→ **Exercise**
Filter by the string "linecap": return the lines of the material that contain it.

------ Records for processing

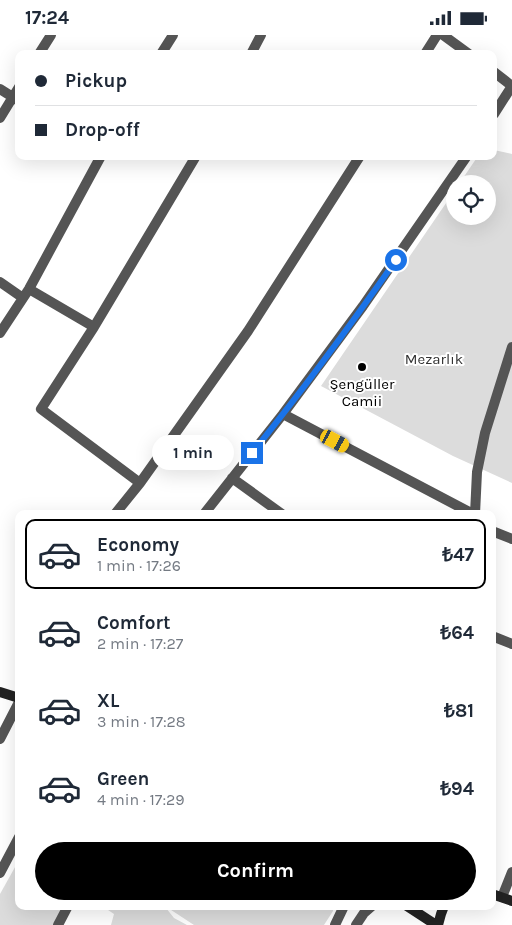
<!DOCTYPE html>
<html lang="en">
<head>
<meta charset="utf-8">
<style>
	:root { --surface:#fff; --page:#f2f2f3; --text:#1f2937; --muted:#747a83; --line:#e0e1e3; --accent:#000 }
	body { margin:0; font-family:Karla,sans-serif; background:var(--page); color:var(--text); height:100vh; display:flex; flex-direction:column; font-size:19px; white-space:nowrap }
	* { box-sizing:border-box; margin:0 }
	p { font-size:16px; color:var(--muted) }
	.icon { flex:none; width:28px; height:28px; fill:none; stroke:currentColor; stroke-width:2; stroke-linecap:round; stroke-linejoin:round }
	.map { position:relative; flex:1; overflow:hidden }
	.sheet { position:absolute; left:15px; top:475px; width:481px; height:400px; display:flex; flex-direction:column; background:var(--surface); border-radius:10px; box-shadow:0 5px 20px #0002 }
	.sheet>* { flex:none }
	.top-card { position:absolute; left:15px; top:15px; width:482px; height:110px; border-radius:10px; box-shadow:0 5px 20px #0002; display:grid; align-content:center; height:110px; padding:0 20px; background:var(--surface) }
	.controls { position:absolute; left:446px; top:140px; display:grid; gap:10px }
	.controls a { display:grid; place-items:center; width:50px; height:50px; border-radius:50%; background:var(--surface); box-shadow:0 5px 20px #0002; font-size:25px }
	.end { position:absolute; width:22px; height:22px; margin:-11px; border:6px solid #1a73e8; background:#fff; box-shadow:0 0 0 2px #fff }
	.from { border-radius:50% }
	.bubble { position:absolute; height:35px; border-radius:18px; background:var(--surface); box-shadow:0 5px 20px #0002; font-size:16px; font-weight:700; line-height:35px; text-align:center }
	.car { position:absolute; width:15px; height:30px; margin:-15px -8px; border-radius:6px; box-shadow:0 0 4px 1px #0007; background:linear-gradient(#f5c518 24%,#345 0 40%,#f5c518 0 76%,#345 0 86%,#f5c518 0) }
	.top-card b { display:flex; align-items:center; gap:18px; height:48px; font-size:19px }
	.top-card b+b { border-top:1px solid var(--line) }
	.top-card i { width:12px; height:12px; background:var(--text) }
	ul { padding:9px 0 0; list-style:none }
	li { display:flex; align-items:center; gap:15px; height:70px; margin:0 10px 8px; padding:0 10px; border:2px solid transparent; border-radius:10px }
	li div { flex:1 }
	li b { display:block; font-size:19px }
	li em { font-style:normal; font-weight:700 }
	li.on { border-color:var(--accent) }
	li>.icon { width:45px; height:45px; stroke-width:1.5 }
	.cta { display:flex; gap:10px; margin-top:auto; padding:10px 20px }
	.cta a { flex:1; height:58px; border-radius:30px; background:var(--accent); color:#fff; font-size:20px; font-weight:700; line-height:58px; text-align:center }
	.status { display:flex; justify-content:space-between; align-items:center; height:35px; padding:0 25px; background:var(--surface); direction:ltr }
	.status svg { height:14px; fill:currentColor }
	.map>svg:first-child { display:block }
	.green { fill:#dcdcdc }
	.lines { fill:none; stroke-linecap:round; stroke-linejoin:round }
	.minor { stroke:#555; stroke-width:10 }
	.secondary { stroke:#222; stroke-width:10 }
	.route { stroke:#1a73e8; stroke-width:6 }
	.poi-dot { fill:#000; stroke:#fff; stroke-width:2 }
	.labels { text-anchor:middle; stroke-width:4; stroke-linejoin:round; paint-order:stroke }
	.park-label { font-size:15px; fill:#333; stroke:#fff }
	.poi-label { font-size:15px; fill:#000; stroke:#fff }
</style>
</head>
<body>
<div class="status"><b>17:24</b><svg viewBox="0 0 49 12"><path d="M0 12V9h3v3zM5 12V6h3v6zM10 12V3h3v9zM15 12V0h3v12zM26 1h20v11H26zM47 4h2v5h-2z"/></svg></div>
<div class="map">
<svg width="512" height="890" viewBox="0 0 512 890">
	<rect width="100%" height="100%" fill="#fff"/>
	<path class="green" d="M 494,115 L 512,119 L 512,448 L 453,421 L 321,351 L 455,155 L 455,181 L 488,181 L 488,149 L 459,149 L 478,121 L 494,121 Z
		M 19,825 L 19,871 L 64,871 L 56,890 L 0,890 L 0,859 Z
		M 102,871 L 162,871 L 166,873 L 174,883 L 187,890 L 111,890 L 114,879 Z
		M 165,871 L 333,871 L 333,876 L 324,890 L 194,890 Z"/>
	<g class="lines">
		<path class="minor" d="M 443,0 L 469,19
			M 39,19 L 51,0
			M 161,19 L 173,0
			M 251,19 L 261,0
			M 425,19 L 437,0
			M 494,37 L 512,51 L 494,79
			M 0,54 L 19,66
			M 0,83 L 19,52
			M 0,247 L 23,263
			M 29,254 L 94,292
			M 0,298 L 29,254 L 101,121
			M 283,379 L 473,479
			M 232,443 L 282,479
			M 140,448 L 41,374 L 94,292 L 196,121
			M 115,479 L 140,448 L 248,296 L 360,121
			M 204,479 L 283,379 L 363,271 L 467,121
			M 475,479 L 477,437 L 485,398 L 512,312
			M 492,496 L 512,504
			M 492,601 L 512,609
			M 0,704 L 19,667
			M 0,838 L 19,802
			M 502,862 L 512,837
			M 58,890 L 68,871
			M 335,890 L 344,871
			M 356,890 L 364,878 L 372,871"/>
		<path class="secondary" d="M 0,657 L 19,663
			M 492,859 L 512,866
			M 407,871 L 436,890
			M 438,890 L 441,879 L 444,871"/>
	</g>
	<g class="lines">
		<path class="route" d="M 252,418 C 303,355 350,291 396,225"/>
	</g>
	<circle class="poi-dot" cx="362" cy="332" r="5"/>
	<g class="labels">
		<g class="park-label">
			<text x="434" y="329">Mezarlık</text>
		</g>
		<g class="poi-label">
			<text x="362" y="354">Şengüller<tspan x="362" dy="17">Camii</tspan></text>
		</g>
	</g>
</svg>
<div class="controls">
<a><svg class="icon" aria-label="locate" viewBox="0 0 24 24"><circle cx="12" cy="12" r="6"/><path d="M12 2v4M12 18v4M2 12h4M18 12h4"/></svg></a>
</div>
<i class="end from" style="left:396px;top:225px"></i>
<i class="end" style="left:252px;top:418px"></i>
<div class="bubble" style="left:152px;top:400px;width:82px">1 min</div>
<i class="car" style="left:335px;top:406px;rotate:118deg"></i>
<div class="top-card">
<b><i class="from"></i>Pickup</b>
<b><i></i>Drop-off</b>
</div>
<section class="sheet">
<ul>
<li class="on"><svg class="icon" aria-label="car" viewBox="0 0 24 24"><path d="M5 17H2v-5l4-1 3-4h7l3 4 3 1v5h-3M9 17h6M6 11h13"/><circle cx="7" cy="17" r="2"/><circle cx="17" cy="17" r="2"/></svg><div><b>Economy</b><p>1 min · 17:26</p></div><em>₺47</em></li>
<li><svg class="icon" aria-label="car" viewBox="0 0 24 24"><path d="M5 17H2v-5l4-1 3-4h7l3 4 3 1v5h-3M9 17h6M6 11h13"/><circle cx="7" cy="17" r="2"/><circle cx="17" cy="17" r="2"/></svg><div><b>Comfort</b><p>2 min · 17:27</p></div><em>₺64</em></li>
<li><svg class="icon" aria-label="car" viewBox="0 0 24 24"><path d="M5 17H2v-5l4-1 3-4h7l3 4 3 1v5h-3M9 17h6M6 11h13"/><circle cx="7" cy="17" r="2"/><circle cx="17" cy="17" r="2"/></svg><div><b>XL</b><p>3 min · 17:28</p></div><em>₺81</em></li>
<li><svg class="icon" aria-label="car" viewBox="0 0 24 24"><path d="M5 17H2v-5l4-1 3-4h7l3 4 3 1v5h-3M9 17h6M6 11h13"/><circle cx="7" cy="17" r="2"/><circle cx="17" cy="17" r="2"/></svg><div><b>Green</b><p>4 min · 17:29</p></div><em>₺94</em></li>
</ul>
<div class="cta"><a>Confirm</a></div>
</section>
</div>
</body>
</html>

------------

→ **Exercise solution**
	.icon { flex:none; width:28px; height:28px; fill:none; stroke:currentColor; stroke-width:2; stroke-linecap:round; stroke-linejoin:round }
	.lines { fill:none; stroke-linecap:round; stroke-linejoin:round }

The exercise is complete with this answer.